FETÖ’nün CIA ajanlığı Çatı İddianame’de
‘FETÖ Çatı İddianame’sinde ülke ve istihbarat örgütlerinin isimleri verilerek örgütün ABD ve İsrail güdümünde ajanlık faaliyetleri yürüttüğüne dikkat çekiliyor.
15 Temmuz darbe girişiminden sonra FETÖ/PDY ekseninde tartışılan konuların başında örgütün dış bağlantıları, ABD ve İsrail ile derin ilişkileri geliyor.
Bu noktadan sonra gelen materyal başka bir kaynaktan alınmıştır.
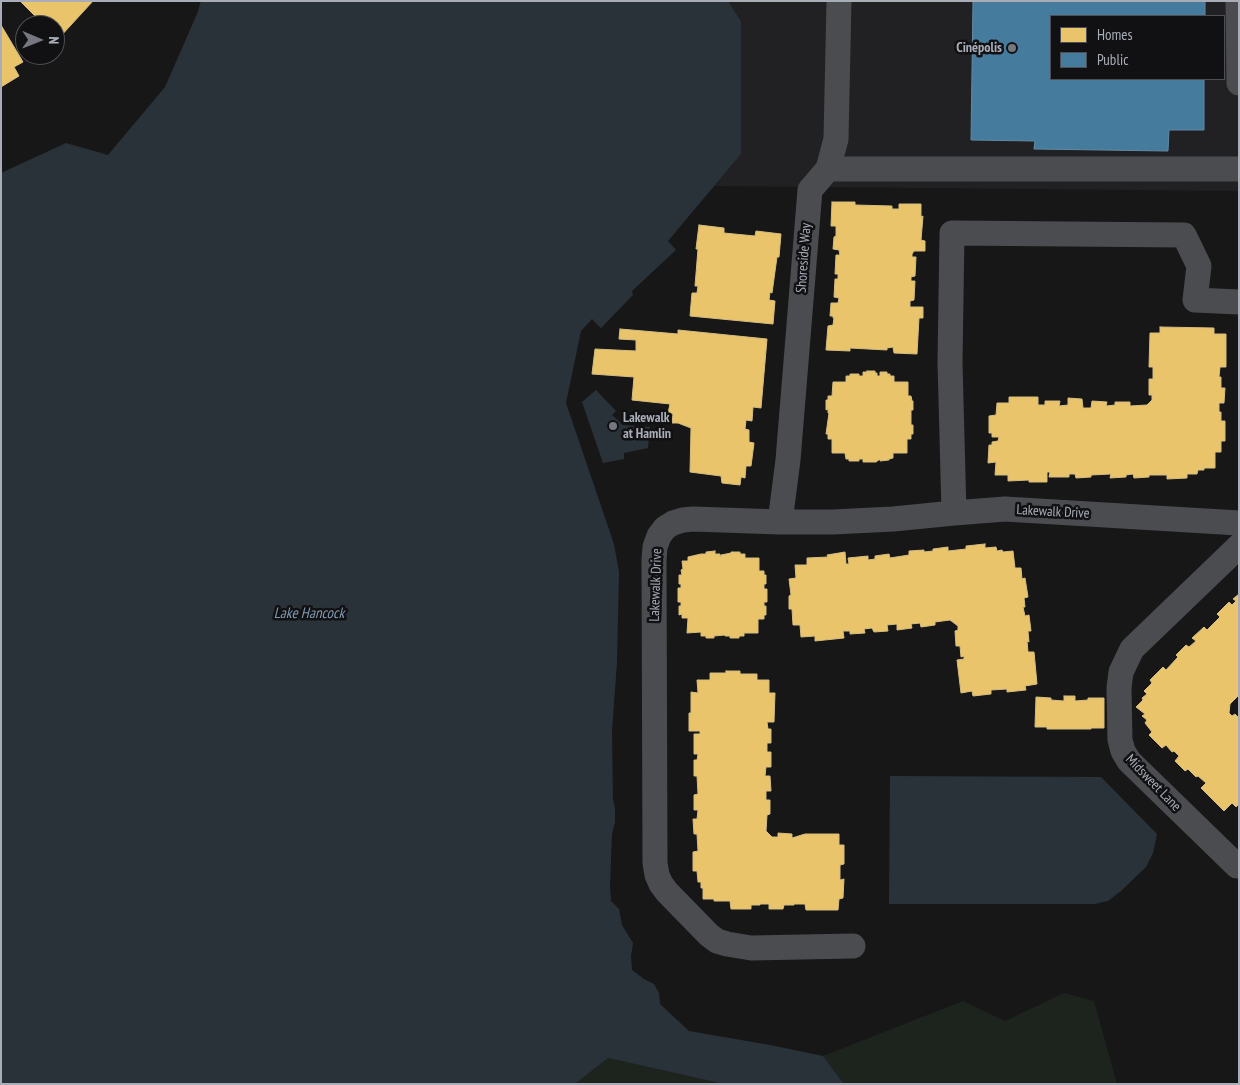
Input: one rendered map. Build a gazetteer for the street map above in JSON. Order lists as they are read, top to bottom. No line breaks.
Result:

Milliyet’ten Mert İnan’ın haberine göre Çatı İddianame’de açıkça ülke ve istihbarat örgütlerinin isimleri verilerek FETÖ’nün ABD ve İsrail güdümünde ajanlık faaliyetleri yürüttüğüne dikkat çekiliyor.
Örgütün Belçika Brüksel’de G+ (Europe) isimli lobi şirketiyle yaptığı gizli anlaşmanın detayları, CIA Eski Başkan Yardımcısı ve ABD’nin en büyük düşünce kuruluşu Rand Corporation’da danışman olarak görev yapan Graham Fuller’in Gülen ile ilişkileri de iddianamede yer alırken, “Fetullah Gülen’in örgütü, ABD kontrolünde CIA destekli ve MOSSAD’ın verdiği bilgilere ve hedeflere göre yönlendirmesi sonucu devleti ve siyasi iktidarı hedef alarak icraatlar gerçekleştirmiştir” ifadeleri yer alıyor.
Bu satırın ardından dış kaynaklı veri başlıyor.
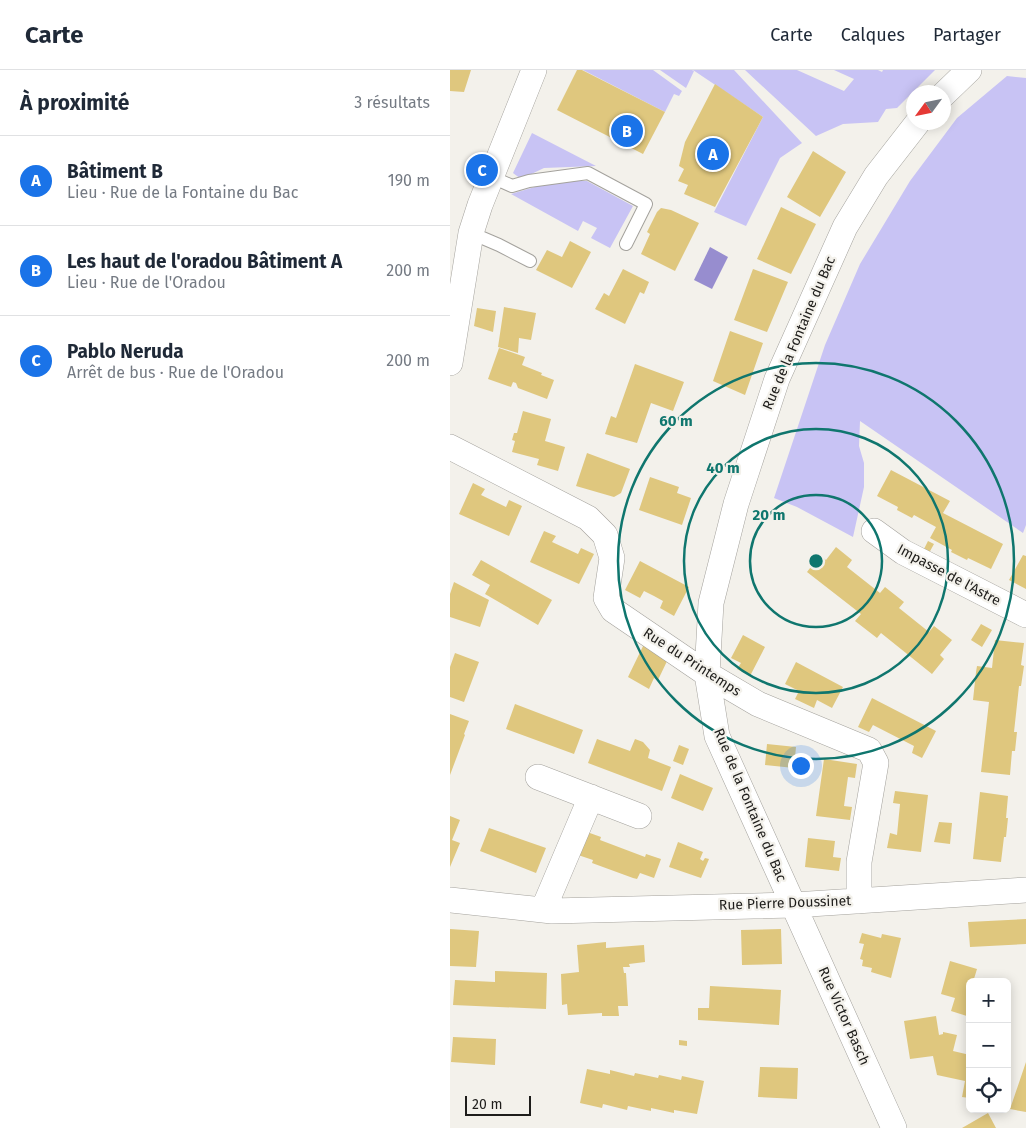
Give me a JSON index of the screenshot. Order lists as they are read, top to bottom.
{
  "streets": {
    "street": [
      "Rue de la Fontaine du Bac",
      "Impasse de l'Astre",
      "Rue du Printemps",
      "Rue Pierre Doussinet",
      "Rue Victor Basch"
    ]
  },
  "crossings": [
    ["Rue de la Fontaine du Bac", "Rue du Printemps"],
    ["Rue de la Fontaine du Bac", "Rue Pierre Doussinet"],
    ["Rue de la Fontaine du Bac", "Rue Victor Basch"],
    ["Rue du Printemps", "Rue Pierre Doussinet"],
    ["Rue Pierre Doussinet", "Rue Victor Basch"]
  ],
  "scale_bar": "20 m",
  "north": "bottom left",
  "page": {
    "header": "Carte",
    "nav": ["Carte", "Calques", "Partager"],
    "heading": ["À proximité", "3 résultats"],
    "pins": ["B", "A", "C"],
    "list": [
      {
        "mark": "A",
        "name": "Bâtiment B",
        "note": "Lieu · Rue de la Fontaine du Bac",
        "value": "190 m"
      },
      {
        "mark": "B",
        "name": "Les haut de l'oradou Bâtiment A",
        "note": "Lieu · Rue de l'Oradou",
        "value": "200 m"
      },
      {
        "mark": "C",
        "name": "Pablo Neruda",
        "note": "Arrêt de bus · Rue de l'Oradou",
        "value": "200 m"
      }
    ],
    "map_buttons": ["+", "−"],
    "scale": "20 m"
  },
  "rings": ["60 m", "40 m", "20 m"]
}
KENDİ İSTEĞİYLE AJANLIK FAALİYETİ
FETÖ/PDY’nin CIA’daki konumunun “walk-in” yani kendi isteği ile işbirliği ve ajanlık yapan hareket olduğu vurgulanırken Türkiye’nin İran’a ABD askeri müdahalesine geçmişte karşı çıkmasının, İran devletinin petrol parasının ABD güdümünden çıkarak Türkiye üzerinden aktarılmasının ABD kadar örgütü ve cemaati de endişelendirdiği belirtiliyor.
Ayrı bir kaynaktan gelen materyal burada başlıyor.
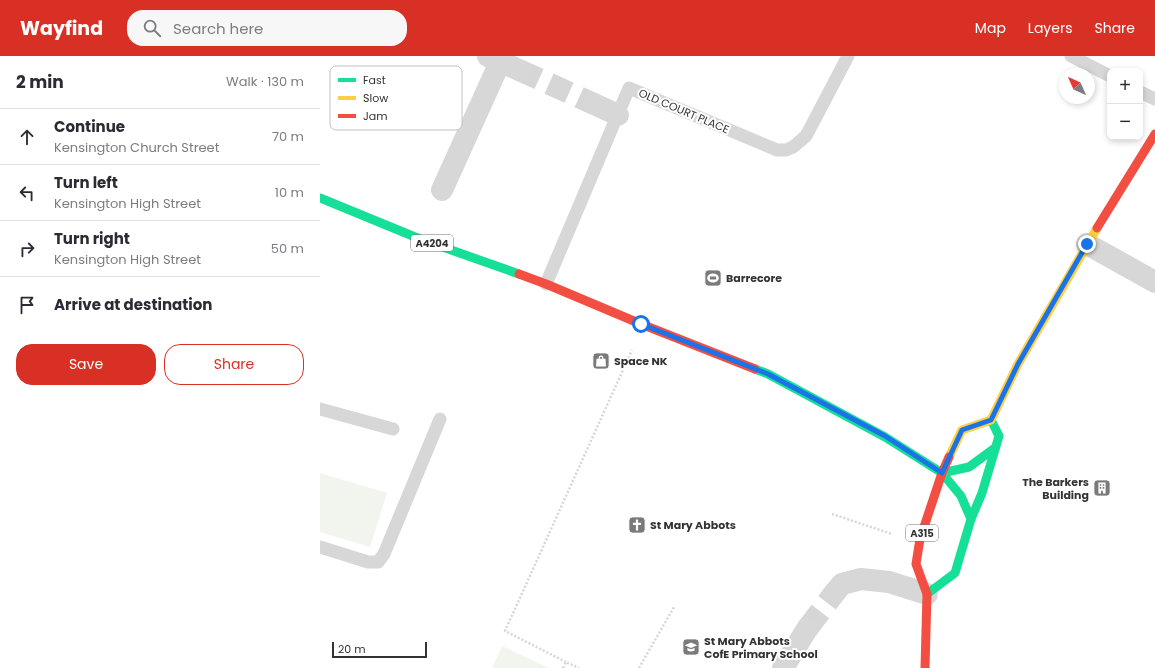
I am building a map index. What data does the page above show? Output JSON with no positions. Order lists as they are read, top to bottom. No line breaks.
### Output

İddianamede ayrıca şu bölüm de dikkat çekti: “FETÖ’nin sözcüsü konumundaki gazeteciler ve Yazarlar Vakfı Başkan Yardımcısı Cemal Uşşak (vefat etti) Almanya’nın İstanbul Başkonsolosluğu’nda görevli BND (Alman İstihbarat Servisi) Temsilcisi Edward Ehrenheim ve yardımcısı Jörg Birkenbeul ile 15 Ocak 2014 tarihinde İstanbul’daki bir restoranda görüşme yapmıştır. Bu görüşmede şüpheli Cemal Uşşak, Türkiye’nin içinde bulunduğu siyasi ve ekonomik durumuna ilişkin muhatabına açıklamalarda bulunmuştur. Edward Ehrenheim’in ise Cemal Uşşak’a; ‘17 Aralık Operasyonu, Türkiye’den Suriye’ye giden yardımı MİT’in mi Emniyet’in mi organize ettiğini, seçimler sonrasında Türkiye’de nelerin yaşanacağı’ hususlarında sorular yöneltmiştir. Taraflar karşılıklı olarak ‘dershanelerin kapatılması, demokratikleşme süreci, paralel devlet, derin devlet, İHH Başkanı Bülent Yıldırım, Fetullah Gülen Hareketi’ gibi konulardan bahsetmişlerdir. Cemal Uşşak’ın İsrail’in İstanbul Başkonsolosluğu yetkilileri ile sıkı irtibatı, FETÖ’nün yabancı istihbarat servisleriyle ilişkisini ve kimlere hizmet edildiğini ispatlamaktadır.”